On my machine, this code is slightly slower than the OP's code until the sets are 16 or larger. However, all times to 16 elements are less than 0.15 seconds. At 23 elements, it runs in 64% of the time. The original algorithm does not run on my machine for 24 or more elements -- it runs out of memory.
This code takes 12 seconds to generate the power set for the numbers 1 to 24, omitting screen I/O time. That's 16 million-ish in 12 seconds, or about 1400K per second. For a billion (which is what you quoted earlier), that would be about 760 seconds. How long do you think this should take?
Does it have to be C, or is C++ an option too? If C++, you can just its own list type from the STL. Otherwise, you'll have to implement your own list - look up linked lists or dynamically sized arrays for pointers on how to do this.

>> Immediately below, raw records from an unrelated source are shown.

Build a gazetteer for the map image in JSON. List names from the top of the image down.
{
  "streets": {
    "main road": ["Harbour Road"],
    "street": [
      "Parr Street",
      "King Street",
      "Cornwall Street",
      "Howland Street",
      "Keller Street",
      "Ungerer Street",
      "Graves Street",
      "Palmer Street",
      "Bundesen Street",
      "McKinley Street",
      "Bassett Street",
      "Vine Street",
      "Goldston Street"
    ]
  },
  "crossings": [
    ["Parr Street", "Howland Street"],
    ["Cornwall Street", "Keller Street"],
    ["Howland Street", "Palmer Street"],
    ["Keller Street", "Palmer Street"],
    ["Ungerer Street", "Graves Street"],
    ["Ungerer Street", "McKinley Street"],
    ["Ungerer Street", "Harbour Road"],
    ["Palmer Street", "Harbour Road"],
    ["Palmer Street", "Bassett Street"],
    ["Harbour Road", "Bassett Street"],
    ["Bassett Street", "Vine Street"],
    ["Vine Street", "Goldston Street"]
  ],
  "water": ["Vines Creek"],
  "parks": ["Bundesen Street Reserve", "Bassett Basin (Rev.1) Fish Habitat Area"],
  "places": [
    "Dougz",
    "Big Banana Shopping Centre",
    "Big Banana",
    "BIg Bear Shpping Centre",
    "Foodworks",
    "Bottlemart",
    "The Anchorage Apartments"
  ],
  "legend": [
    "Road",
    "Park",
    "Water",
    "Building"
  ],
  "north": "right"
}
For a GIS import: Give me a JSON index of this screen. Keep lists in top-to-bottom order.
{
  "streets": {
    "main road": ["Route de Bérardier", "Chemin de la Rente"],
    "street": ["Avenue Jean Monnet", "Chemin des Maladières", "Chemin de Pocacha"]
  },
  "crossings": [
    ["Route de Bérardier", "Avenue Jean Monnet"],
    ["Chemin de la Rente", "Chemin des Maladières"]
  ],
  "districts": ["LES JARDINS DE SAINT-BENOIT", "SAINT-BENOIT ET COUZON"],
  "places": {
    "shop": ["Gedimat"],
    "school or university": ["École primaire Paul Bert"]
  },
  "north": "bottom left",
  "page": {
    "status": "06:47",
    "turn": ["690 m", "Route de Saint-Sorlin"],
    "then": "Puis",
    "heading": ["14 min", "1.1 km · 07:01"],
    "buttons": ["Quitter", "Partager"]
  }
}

I concur with the "optimize .NET first" opinion. It's the most painless. I imagine that if you wrote some unmanaged .NET code using C# pointers, it'd be identical to C execution, except for the VM overhead.
P Daddy:
You could change your Combination() code to this:
static long Combination(long n, long r)
{
r = (r > n - r) ? (n - r) : r;
if (r == 0)
return 1;
long result = 1;
long k = 1;
while (r-- > 0)
{
result *= n--;
result /= k++;
}
return result;
}
This will reduce the multiplications and the chance of overflow to a minimum.